修道院に入るのはこれで2度目だった。しかし、今回と前回とでは状況がまるっきり違う。ポールロワイヤル修道院でも今後の先行きが全く見えず不安に駆られる毎日だったが、それでも王妃が一緒だったから何とか堪えることができた。王宮から追放され気落ちしている王妃にこれ以上余計な心配をかけないよう、気丈に振舞っていなければならなかったことで、知らず知らずの内に自分自身を強く保つことができた。
だが、今回は違っていた。いつも自分を励ましてくれていたあのガスコンの青年は、今は遠く離れた戦地にいる。いくら王妃がパリで自分を守るためリシュリュー(のスパイ)と戦ってくれているとはいえ、見知らぬ土地でたった一人きりで、いつ終わるとも知れない戦の終わりを待つのは非常に心細かった。
―でも良かった…。お友達が出来て。
来た当初は不安と心細さでいっぱいだったが、隣の部屋のルネという女性や、院長から紹介されたアンヌという女性とはすぐに仲良くなれた。ルネはしばらくパリにいたことがあるらしく、アンヌも自分と同様、リシュリューの迫害に遭っていたせいか、自然と気が合ったのだ。
2人とも自分を何かと気にかけてくれているようで、労働の日課が終わると必ず会いに来てくれる。コンスタンスにとって、彼女達とのおしゃべりがここでの唯一の気晴らしであり、楽しみでもあった。
だがそんな生活も間もなく終わる。王妃の計らいで、別の土地へ移ることになったのだ。
―リシュリューに居場所がバレたのかしら…?
彼女はほぅ…と一人、ため息をつく。
迎えには銃士隊の人達が来るらしい。銃士隊―ダルタニャン…彼に会えると思うと居ても立ってもいられなかったが、ようやくここでやっていける自信がついた矢先にあの気持ちの良い人達と別れなければならないのは、非常に名残惜しかった。

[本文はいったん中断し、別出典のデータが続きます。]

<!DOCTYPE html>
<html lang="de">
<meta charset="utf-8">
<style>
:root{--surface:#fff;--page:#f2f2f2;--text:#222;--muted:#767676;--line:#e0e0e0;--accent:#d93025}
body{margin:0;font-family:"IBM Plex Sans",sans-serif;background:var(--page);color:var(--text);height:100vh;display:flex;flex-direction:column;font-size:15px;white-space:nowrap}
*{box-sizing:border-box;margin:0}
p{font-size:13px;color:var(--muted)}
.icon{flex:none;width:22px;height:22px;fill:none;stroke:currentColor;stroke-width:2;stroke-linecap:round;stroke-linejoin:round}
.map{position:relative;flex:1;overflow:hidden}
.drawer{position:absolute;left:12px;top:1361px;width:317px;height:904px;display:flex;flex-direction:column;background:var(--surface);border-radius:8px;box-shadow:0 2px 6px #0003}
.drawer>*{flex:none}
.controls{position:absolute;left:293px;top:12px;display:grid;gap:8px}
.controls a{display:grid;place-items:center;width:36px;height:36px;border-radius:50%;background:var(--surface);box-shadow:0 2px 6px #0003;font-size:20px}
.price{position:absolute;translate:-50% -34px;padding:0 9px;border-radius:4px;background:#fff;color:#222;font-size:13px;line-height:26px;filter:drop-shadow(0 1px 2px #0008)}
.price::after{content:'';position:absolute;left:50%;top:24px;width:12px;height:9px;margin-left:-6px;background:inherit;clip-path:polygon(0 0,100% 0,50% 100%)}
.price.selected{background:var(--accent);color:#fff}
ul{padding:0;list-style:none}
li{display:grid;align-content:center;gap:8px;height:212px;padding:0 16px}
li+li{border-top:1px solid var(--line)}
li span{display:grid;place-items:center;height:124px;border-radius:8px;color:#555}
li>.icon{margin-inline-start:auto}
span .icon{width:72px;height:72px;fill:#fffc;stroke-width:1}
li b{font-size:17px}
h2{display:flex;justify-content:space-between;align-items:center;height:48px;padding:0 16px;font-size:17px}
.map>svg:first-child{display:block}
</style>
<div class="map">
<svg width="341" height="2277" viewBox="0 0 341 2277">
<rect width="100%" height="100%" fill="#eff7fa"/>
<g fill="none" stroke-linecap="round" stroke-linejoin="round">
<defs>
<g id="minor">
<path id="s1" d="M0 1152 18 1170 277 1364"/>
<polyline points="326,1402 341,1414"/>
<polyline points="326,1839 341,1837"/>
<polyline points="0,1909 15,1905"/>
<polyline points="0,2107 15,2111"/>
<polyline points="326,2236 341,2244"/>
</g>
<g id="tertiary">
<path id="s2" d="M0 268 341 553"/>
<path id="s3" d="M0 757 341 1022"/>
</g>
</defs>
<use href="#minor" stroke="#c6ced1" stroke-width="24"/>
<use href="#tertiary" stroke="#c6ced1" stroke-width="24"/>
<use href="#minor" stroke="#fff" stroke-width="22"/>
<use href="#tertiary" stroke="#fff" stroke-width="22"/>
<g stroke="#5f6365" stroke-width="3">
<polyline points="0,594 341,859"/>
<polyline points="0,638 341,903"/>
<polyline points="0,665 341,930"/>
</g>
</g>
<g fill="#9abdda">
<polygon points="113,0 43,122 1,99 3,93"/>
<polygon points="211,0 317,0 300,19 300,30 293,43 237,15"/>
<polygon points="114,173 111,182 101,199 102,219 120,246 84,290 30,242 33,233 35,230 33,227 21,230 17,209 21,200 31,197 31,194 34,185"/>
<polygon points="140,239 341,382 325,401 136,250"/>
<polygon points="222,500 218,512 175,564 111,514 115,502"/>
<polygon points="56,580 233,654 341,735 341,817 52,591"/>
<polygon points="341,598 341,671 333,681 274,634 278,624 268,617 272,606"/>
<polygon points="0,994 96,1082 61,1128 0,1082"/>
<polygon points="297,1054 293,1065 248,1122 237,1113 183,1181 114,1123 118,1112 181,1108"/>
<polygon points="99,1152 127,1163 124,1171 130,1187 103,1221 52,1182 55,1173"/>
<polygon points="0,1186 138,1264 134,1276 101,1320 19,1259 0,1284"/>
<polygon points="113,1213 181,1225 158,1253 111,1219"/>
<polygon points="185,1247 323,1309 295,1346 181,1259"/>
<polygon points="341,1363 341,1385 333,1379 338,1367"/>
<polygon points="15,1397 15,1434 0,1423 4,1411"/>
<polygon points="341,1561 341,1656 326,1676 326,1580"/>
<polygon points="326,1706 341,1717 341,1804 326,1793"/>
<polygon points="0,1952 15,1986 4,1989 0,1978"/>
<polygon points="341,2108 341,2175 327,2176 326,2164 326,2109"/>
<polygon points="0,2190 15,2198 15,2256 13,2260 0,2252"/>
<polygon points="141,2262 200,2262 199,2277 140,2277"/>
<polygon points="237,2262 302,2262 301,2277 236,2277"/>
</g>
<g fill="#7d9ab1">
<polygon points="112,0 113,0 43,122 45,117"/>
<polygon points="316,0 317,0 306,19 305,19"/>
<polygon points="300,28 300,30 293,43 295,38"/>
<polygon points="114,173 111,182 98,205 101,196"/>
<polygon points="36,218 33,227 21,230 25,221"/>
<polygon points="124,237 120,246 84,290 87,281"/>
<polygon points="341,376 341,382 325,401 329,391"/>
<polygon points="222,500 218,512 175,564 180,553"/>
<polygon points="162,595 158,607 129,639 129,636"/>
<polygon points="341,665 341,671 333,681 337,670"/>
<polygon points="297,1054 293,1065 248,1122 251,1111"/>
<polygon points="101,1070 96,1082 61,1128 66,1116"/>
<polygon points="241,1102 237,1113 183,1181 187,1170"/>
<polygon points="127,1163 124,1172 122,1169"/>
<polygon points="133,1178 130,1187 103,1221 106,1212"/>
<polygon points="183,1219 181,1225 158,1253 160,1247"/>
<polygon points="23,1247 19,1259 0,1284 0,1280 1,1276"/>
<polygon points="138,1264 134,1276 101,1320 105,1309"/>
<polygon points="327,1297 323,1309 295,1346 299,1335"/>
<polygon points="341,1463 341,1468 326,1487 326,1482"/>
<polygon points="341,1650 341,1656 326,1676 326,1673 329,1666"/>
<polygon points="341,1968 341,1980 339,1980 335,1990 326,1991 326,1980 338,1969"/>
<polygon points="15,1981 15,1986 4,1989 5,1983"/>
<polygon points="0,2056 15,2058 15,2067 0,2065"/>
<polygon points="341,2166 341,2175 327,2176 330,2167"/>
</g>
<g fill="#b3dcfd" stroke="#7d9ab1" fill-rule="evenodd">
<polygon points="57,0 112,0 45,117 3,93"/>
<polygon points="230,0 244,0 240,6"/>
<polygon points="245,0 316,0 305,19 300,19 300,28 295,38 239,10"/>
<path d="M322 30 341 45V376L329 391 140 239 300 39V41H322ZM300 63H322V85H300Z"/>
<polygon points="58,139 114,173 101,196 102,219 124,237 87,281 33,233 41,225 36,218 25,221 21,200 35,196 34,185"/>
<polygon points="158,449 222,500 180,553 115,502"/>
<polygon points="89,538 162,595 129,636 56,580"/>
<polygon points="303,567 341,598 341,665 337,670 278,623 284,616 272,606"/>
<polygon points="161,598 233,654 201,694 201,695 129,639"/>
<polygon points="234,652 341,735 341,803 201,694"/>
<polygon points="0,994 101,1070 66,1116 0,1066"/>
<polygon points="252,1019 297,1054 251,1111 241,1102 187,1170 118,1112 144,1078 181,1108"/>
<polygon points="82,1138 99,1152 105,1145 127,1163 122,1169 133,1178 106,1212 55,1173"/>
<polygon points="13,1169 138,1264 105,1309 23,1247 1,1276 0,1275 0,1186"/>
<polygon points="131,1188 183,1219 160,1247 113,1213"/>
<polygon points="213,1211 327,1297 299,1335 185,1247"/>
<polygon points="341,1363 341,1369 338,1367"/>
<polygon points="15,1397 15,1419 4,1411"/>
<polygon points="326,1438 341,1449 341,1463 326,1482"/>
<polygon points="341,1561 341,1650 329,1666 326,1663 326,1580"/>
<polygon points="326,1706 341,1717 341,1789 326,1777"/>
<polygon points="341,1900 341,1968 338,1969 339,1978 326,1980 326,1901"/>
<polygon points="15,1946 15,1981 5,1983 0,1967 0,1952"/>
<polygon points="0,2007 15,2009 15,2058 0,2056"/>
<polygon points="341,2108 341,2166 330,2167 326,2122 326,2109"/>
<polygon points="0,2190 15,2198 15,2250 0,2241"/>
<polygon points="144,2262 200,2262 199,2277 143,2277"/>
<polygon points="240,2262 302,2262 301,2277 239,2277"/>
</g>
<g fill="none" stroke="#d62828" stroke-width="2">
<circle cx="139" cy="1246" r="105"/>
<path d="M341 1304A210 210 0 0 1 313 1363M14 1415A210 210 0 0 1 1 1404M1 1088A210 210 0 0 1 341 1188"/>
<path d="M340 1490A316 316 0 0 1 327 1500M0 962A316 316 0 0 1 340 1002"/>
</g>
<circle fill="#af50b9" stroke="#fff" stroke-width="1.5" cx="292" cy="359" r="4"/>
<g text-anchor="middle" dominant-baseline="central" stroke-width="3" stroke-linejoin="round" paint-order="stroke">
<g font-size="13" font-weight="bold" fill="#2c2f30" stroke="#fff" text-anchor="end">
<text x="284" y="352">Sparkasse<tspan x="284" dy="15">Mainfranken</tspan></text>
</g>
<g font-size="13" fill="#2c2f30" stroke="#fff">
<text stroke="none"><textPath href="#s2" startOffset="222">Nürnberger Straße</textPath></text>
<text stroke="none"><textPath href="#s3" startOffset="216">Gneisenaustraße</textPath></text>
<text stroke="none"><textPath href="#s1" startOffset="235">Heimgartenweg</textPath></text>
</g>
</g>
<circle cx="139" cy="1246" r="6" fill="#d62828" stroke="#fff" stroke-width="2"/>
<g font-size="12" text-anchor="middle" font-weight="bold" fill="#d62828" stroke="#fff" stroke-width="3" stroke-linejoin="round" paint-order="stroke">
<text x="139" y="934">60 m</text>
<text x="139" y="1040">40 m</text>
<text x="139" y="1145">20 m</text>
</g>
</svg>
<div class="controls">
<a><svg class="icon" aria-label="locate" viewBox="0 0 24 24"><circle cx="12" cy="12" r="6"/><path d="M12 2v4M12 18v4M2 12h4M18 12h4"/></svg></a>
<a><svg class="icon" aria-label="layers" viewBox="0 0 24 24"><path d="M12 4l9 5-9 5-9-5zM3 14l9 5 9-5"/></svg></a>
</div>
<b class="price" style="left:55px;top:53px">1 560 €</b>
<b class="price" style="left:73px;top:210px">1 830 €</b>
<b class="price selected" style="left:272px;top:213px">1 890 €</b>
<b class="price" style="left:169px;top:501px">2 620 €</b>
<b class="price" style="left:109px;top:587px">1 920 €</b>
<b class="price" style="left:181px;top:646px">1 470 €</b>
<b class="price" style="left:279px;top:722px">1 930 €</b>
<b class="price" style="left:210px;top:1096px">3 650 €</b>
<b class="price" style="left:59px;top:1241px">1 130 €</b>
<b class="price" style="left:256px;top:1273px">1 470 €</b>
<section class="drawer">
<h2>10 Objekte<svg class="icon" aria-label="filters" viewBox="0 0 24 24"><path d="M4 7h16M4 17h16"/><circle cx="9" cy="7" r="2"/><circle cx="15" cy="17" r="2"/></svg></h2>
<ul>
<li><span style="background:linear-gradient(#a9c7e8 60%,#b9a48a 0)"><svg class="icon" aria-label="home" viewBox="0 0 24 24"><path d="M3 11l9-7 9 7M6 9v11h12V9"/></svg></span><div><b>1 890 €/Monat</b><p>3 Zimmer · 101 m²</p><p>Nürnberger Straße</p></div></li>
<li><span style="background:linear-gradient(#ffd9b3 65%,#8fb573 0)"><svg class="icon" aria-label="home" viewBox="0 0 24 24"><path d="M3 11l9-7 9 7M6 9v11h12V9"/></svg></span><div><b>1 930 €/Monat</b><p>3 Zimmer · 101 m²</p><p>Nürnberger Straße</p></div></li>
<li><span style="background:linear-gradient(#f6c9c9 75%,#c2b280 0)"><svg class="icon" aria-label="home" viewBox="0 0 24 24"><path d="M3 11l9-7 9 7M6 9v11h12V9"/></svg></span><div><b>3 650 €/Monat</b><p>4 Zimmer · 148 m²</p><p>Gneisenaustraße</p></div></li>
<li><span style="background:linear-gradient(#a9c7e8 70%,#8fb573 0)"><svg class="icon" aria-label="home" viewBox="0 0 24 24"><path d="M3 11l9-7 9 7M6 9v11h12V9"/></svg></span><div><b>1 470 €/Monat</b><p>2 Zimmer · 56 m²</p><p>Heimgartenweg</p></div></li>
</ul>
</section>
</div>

―でも仕方ないわ。下手をしたら、彼女達にも危険が及ぶかもしれないもの。
彼女の手には、先ほど院長から受け取った、王妃の使いの者からの手紙が握られていた。
◇◇◇◇◇◇◇◇
「えっ?ここから出ていくことになったの?」
労働の日課が終わりコンスタンスの部屋に行ったアラミスは、コンスタンスの口から近く退院する旨を告げられた。
顔には驚きの表情を浮かべつつも、心の内では胸をなでおろしていた。手紙が無事トレビルの元に届き、王妃が動いてくれたのだ。少し時間はかかったが…。これでようやく穏やかな生活に戻ることができる。
とはいったものの、コンスタンスが無事ここから出ていくのを確認するまでは気が抜けなかった。
「せっかく仲良くなれたのに、残念だわ。色々お世話になったのに、何もお返しできなくて…」
コンスタンスが申し訳なさそうに言う。
「そんなことないわ。むしろお礼を言わなければならないのは私の方よ」アラミスが言った。「あなたとおしゃべりができて、とても楽しかったもの。ホラ、ここって何もないところでしょう?他所に行っても、元気でいらしてね」
「ありがとう」
「それで、いつ発つの?」
「明日よ」
「まぁ!随分急なのね!」
「ええ。迎えにくる方達の都合もあるみたいで…」
言いながらもじもじと赤くなったコンスタンスを見て、アラミスはピーンと来た。以前よくダルタニャンをからかった時に浮かべていた、悪戯っぽい表情で聞いてみる。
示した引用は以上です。